Today he says he has come to appreciate the power a book can have in a child's life.
I like the idea that I can maybe participate in some educational happiness, Sis said.
Sis has authored and collaborated on more than 20 books. In 2003, he was named a MacArthur Fellow. He lives on the Tarrytown side of the border with Irvington. He has a small studio in his home and another studio in Manhattan.
Sis was recently awarded the Hans Christian Andersen Award , which is given biennially to one author and one illustrator whose complete works are judged to have made lasting contributions to children's literature. Sis was one of 30 nominated for the award and five short-listed.
It's like a dream, Sis said, noting that while the award is big in Europe, nobody except librarians and bookworms know about it in the United States. I'm very happy about it, but it's like did it really happen?
Sis emigrated from Czechoslovakia about 30 years ago to work in Los Angeles on a film for Czechoslovakia for the 1984 Winter Olympics and later on a project for MTV. When Czechoslovakia and the Soviet Union decided to boycott the Olympic Games, Sis said he received a cable to immediately drop everything and go back.

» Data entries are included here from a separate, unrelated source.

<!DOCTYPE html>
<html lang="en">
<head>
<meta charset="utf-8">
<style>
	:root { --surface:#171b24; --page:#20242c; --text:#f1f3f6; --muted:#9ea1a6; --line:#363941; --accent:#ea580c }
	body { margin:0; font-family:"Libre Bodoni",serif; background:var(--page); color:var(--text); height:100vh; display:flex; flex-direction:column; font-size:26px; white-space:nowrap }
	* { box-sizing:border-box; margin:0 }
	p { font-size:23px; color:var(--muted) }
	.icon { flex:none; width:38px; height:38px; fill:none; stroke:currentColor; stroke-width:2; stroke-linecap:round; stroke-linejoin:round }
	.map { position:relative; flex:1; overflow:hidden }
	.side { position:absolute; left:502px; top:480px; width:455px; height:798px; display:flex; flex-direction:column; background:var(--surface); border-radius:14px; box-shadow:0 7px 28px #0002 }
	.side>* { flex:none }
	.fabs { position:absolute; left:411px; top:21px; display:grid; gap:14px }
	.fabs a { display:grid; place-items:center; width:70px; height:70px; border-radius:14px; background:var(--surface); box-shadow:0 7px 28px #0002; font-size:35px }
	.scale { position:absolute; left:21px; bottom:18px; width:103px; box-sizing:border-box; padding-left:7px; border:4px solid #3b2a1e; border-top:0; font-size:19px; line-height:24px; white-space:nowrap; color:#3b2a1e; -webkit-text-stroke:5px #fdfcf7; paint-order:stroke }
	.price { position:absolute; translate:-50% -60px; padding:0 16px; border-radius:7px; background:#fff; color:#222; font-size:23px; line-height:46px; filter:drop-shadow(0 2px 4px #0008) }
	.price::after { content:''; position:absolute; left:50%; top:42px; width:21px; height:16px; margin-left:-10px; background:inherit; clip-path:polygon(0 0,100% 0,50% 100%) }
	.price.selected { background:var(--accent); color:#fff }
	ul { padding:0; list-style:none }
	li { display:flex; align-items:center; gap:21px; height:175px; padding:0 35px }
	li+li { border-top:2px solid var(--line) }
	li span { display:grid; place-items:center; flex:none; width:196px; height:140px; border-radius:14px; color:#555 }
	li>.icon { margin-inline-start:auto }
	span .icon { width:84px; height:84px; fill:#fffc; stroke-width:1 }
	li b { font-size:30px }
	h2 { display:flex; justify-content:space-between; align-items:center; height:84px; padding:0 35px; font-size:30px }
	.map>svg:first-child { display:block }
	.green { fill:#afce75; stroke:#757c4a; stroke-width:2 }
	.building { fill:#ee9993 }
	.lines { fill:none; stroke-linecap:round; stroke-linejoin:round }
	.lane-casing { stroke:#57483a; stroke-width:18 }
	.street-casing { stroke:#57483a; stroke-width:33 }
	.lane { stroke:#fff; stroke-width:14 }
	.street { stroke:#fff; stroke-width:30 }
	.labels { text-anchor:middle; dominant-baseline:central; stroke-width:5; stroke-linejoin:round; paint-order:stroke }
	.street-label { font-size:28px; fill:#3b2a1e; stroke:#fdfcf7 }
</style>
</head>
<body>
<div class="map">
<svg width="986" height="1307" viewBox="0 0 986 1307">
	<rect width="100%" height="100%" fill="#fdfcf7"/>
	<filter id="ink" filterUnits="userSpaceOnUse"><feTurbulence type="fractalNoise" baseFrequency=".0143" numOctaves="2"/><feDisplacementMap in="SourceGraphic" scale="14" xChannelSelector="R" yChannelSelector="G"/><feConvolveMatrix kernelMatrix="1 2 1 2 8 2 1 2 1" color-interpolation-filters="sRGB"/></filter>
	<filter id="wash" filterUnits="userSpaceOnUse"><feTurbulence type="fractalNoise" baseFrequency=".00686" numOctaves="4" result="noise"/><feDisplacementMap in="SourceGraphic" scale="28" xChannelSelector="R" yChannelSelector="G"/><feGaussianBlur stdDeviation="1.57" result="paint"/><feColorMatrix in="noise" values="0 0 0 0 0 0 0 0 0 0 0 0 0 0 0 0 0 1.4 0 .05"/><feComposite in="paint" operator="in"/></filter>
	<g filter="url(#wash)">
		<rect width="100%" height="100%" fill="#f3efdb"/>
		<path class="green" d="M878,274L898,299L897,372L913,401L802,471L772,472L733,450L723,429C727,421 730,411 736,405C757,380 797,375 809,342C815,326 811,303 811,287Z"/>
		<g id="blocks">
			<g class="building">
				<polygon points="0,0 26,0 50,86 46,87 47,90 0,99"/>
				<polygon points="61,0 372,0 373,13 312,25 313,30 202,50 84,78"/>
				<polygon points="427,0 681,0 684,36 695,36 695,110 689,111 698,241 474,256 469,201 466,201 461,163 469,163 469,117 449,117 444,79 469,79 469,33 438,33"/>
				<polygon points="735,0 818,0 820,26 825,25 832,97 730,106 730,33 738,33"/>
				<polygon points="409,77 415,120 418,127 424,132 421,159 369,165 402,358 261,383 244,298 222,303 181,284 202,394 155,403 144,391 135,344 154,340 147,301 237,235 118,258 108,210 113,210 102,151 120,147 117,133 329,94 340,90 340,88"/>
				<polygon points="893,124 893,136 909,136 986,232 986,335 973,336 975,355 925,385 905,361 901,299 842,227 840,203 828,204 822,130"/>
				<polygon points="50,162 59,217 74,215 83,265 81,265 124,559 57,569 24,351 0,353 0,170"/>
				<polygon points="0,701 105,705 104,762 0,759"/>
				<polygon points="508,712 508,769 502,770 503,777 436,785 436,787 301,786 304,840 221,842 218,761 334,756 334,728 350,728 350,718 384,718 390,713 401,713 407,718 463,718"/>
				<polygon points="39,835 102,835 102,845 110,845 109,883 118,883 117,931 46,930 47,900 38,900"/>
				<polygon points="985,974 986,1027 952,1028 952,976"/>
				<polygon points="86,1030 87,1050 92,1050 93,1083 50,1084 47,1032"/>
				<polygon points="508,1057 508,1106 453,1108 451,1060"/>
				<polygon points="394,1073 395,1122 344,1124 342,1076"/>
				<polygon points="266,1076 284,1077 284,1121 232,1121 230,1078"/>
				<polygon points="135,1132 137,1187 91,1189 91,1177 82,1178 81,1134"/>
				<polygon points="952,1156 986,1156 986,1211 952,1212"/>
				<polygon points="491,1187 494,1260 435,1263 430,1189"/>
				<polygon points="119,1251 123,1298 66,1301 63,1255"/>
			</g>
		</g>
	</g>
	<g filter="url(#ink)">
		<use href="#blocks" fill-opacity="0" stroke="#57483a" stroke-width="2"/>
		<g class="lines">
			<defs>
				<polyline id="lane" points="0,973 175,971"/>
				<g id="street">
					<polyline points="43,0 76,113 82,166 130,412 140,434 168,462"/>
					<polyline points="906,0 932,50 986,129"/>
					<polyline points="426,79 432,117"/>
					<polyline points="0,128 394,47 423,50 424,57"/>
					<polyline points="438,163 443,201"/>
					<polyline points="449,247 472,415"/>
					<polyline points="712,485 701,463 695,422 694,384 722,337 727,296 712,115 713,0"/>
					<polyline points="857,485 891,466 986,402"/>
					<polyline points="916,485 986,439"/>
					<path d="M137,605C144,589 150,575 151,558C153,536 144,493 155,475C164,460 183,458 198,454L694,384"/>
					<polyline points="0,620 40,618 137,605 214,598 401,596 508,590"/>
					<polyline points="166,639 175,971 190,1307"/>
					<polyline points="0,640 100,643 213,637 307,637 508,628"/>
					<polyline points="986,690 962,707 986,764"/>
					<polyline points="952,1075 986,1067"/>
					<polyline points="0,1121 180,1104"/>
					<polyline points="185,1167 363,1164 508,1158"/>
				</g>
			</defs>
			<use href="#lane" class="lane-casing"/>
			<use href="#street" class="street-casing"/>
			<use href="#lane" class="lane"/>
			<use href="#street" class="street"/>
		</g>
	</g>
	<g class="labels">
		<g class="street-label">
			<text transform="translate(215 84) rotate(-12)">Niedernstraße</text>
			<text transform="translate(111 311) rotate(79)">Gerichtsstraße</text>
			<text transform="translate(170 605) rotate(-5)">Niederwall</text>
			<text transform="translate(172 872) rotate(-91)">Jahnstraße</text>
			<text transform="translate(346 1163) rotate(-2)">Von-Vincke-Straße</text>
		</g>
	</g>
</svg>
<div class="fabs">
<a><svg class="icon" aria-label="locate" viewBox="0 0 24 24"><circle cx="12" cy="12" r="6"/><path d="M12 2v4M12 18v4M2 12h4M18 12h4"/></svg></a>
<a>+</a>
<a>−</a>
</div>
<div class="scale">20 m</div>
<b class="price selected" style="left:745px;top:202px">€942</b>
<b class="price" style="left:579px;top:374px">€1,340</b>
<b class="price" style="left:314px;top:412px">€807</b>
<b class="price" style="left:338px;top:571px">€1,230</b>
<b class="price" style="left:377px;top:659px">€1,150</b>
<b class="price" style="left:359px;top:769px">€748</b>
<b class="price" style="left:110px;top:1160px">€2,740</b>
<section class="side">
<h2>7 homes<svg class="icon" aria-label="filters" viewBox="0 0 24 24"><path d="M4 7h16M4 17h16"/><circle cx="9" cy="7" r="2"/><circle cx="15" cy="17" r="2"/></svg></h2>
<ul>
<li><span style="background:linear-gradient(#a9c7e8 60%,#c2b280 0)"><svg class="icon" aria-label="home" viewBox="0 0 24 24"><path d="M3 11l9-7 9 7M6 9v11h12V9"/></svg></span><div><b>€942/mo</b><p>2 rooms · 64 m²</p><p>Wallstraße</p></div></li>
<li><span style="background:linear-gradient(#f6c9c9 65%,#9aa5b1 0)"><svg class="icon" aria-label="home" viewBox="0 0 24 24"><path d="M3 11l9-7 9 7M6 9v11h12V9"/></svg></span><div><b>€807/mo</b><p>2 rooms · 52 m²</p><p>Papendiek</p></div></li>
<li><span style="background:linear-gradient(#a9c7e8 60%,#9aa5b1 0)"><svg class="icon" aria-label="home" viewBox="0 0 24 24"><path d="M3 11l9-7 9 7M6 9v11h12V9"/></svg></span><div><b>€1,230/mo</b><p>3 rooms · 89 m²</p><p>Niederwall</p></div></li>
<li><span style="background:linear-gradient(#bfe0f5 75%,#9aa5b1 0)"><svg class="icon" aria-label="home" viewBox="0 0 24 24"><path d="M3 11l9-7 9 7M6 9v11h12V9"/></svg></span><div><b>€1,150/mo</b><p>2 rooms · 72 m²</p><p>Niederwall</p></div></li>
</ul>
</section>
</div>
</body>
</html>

I didn't know what to do because I had these films to finish, Sis said. I knew if I didn't return when they told me, I might be in big trouble. I might be going to prison.
Sis formed a plan: he'd finish the projects, which would be huge successes. Then he could explain why he was late in coming back to his country. But his plan failed when nobody liked his work.
It was a terrible time, Sis said. Nobody wanted to make my films or anything.
Sis later met a woman at a municipal art gallery who sent some of his work to children's author Maurice Sendak. Sendak liked what he saw, Sis said, and advised him to move to the East Coast where the work was. Sis designed the poster for the movie Amadeus, which gave him enough money to buy an old car and drive it to New York.
Sis worked as an illustrator for several publications such as the New York Times and The Atlantic to pay the rent while he tried to break into the children's book world.
Several of Sis' books were inspired by his two kids and their experiences. They helped him understand American culture, he added, because he knew nothing about baseball and pizza and similar things.
Now that they're more grown up, he chooses subjects involving his life and how he left home for a new country. Sis believes kids need happy books, but they also need books to learn that life isn't always easy.
Sis also doesn't plan on retiring soon.
I think I will be drawing forever and I probably will be doing some sort of books, films, new media, Sis said.